I was looking through all of my stats through Google Analytics, mainly because I'm trying to see if I'm just talking to myself in front of millions, or if there actually are people out there reading this. Turns out there are a couple of you that come and visit now and then of your own free will, while all the rest end up here because of some horrible Google search accident. Some of the search terms that led folks here were rather baffling, and I just felt the need to share some of them with you.

6 inch ruler actual size-  There's always some guy out there that can't believe the facts, even when he's looking down at them. Sorry, but the 6 inch ruler is just that.

adventure time candy corn rat- This one caught me off guard. I figured someone forgot to delete the previous search terms, and ended up with this oddity. Turns out, it's actual character from the show Adventure Time.

Awww...isn't he cute?

bad reflection- Perhaps it isn't the reflection that's bad, but what's in it.

fancier king kong- Apparently regular ol' King Kong wasn't good enough for this searcher. They like their giant monkeys dressed up. I can actually picture King Kong wearing a brimmed hat and striped suit. Oh, and a monocle, can't forget the monocle.
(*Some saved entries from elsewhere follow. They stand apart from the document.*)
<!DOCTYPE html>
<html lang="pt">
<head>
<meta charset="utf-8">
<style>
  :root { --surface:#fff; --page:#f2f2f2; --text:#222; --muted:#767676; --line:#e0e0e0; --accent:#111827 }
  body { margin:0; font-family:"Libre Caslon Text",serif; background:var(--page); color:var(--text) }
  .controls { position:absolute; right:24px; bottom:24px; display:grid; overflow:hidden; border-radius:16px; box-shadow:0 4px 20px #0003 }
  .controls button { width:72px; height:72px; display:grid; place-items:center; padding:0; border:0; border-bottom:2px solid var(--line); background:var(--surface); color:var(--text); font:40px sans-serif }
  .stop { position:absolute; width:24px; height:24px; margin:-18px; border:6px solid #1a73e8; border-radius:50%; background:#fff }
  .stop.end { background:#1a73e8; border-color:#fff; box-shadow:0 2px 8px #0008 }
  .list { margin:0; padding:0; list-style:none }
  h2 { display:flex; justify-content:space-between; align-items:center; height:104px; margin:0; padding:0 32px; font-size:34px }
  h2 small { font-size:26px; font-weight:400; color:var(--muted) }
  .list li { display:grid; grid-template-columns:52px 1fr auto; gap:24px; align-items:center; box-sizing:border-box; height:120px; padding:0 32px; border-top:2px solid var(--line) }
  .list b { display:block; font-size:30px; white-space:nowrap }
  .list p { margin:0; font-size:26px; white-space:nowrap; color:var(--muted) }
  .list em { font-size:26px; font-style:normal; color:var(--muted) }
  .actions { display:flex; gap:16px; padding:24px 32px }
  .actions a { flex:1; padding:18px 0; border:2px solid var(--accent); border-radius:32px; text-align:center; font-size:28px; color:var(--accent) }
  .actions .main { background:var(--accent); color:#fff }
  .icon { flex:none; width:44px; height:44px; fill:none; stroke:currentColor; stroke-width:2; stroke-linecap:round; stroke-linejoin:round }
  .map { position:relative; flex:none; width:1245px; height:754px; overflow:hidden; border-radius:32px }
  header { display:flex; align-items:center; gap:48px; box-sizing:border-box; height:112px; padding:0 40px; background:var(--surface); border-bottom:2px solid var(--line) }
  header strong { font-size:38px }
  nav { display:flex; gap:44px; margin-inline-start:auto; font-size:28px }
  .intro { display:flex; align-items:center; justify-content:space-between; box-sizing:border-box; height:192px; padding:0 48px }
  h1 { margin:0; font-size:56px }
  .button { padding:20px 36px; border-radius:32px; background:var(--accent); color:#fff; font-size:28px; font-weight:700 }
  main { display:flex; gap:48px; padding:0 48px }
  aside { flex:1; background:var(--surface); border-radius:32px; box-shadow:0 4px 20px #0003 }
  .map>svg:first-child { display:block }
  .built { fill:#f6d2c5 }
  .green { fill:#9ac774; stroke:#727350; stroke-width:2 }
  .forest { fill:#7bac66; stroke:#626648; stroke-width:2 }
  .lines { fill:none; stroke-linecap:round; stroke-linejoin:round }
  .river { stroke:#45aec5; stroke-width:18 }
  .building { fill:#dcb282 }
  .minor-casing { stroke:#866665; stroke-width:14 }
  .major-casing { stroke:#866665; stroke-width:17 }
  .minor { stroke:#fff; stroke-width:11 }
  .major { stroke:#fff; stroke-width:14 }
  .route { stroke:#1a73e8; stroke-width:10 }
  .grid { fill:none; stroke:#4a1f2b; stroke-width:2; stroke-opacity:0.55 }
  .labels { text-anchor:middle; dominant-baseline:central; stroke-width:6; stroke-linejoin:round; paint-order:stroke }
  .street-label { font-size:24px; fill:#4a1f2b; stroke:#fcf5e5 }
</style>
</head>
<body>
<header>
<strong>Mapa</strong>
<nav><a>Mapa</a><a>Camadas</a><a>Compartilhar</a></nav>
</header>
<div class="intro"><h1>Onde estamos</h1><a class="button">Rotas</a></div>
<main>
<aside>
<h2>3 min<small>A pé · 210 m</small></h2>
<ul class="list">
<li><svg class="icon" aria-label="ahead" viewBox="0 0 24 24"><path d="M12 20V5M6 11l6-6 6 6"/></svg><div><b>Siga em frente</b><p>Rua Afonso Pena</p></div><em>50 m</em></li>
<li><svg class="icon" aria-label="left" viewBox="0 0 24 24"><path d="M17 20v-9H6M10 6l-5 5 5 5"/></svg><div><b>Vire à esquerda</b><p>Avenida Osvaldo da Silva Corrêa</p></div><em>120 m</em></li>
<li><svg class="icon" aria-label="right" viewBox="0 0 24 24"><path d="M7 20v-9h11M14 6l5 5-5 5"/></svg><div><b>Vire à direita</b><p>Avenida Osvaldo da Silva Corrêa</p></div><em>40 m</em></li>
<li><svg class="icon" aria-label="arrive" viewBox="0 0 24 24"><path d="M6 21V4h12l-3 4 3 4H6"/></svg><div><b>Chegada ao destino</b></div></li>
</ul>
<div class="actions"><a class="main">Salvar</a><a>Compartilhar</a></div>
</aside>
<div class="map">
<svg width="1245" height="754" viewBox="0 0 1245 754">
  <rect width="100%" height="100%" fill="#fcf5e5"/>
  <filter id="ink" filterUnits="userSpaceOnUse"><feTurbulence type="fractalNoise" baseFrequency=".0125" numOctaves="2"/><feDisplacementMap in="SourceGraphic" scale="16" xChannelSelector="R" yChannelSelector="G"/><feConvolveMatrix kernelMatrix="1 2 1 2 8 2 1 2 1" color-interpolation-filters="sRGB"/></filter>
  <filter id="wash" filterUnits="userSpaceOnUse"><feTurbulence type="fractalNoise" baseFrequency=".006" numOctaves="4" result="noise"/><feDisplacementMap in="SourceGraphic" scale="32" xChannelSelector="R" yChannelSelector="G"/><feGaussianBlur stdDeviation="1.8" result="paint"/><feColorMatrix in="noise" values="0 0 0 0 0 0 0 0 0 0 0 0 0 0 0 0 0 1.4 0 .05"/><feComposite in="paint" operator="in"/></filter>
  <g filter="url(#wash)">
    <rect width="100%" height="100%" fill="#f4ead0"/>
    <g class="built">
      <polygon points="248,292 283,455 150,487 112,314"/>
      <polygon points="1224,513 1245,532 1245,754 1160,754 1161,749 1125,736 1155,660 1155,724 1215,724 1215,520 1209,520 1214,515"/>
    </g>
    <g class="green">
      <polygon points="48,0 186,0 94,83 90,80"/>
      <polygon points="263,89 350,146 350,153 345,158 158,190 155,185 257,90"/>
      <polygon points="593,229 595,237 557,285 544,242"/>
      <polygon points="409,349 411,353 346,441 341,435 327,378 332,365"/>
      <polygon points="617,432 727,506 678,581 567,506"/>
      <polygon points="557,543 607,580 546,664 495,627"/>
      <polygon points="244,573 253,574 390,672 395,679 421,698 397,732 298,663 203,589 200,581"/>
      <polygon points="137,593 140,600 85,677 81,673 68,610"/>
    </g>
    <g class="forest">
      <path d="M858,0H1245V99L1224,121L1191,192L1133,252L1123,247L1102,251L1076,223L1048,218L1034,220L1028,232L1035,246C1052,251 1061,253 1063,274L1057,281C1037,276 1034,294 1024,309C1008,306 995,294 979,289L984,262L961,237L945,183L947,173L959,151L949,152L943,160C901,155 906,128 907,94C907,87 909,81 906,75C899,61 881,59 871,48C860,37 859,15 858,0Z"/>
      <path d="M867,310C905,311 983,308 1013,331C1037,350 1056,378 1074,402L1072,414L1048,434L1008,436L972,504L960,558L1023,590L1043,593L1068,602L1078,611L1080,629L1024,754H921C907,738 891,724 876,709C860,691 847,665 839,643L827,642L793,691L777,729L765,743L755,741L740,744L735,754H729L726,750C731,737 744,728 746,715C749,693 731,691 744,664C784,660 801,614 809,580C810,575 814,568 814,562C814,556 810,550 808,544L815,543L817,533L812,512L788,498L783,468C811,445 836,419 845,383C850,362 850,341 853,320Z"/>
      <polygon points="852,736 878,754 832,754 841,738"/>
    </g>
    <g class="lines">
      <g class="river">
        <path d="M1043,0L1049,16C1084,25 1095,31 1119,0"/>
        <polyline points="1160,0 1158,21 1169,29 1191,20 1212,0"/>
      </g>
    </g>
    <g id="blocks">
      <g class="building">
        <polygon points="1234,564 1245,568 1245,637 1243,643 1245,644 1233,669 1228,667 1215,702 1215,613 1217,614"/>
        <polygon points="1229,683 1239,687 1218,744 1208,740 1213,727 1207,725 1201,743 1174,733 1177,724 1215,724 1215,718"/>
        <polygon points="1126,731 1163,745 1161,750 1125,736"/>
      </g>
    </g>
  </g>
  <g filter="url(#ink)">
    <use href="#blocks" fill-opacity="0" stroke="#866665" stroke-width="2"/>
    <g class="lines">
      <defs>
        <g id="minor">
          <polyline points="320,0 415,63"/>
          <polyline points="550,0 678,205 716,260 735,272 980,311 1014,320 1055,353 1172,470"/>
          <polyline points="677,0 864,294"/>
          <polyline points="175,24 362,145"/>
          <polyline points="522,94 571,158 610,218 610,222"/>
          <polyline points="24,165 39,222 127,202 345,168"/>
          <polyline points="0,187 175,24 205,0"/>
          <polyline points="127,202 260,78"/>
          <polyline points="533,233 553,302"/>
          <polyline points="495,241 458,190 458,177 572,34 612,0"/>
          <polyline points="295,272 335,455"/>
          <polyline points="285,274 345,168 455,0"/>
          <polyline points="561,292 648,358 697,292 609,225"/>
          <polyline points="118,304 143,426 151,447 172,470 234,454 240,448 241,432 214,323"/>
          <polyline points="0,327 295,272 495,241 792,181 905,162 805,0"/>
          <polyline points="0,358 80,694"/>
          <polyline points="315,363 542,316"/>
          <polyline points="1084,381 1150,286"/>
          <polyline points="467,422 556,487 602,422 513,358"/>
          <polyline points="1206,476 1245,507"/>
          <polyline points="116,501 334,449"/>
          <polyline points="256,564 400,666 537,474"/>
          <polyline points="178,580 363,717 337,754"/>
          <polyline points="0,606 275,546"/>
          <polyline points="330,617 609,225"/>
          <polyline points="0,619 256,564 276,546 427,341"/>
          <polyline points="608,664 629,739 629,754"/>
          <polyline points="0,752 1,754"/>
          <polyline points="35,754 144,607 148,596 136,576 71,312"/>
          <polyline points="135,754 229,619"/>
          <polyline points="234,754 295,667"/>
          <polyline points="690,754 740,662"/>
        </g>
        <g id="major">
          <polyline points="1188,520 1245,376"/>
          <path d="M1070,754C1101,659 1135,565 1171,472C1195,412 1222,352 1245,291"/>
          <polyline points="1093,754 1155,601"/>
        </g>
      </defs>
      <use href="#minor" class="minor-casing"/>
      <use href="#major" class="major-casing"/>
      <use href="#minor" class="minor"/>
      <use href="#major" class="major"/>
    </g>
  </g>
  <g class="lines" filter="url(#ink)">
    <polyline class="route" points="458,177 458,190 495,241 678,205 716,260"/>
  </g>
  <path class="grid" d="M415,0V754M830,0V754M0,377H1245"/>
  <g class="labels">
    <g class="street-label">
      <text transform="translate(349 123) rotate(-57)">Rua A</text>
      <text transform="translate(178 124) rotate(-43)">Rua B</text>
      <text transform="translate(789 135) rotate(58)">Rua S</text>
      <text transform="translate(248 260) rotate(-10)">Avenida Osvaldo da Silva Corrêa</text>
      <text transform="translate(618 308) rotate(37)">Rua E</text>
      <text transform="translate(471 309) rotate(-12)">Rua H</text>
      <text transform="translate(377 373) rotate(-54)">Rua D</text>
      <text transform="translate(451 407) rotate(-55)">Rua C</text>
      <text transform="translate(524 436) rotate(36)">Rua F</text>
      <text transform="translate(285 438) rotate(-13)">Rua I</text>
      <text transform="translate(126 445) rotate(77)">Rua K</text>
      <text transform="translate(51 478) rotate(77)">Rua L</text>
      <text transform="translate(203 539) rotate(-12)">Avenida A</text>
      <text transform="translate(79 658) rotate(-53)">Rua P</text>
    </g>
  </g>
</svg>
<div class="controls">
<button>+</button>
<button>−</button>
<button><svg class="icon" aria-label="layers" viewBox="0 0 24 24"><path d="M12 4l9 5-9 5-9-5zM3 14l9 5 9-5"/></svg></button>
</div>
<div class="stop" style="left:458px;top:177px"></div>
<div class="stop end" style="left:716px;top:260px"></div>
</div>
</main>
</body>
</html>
give me a name-'s kind of hard since I don't know you, but I'll go with Dumpy McFartalot.

hand caught in shredder- Do yourself a favor and don't Google that phrase. It is not pleasant. The weird thing is, there are several other searches for the same thing, just worded a bit differently. After the first search you come up with all the pictures of hands caught in shredders that you need.

how to carve frankenstein into a pumpkin- I'm assuming you meant Frankenstein's Monster, in which case, you'll need strong ropes to keep him in place, and large pumpkin you can stuff him into when you're done carving it.

halloween pumpkin vampire- "Bloody Hell! This pumpkin's been sucked dry!" I know what they were probably looking for, but don't tell me you don't chuckle even a little bit picturing Dracula creeping through a pumpkin patch looking for his next victim.

oncoming car- I'd like to think they did this search while they were driving.

mr. pumpkin ass-

And on that note, I am going to spend the rest of my night trying to isolate and destroy the brain cells that may remember the results of some of these searches.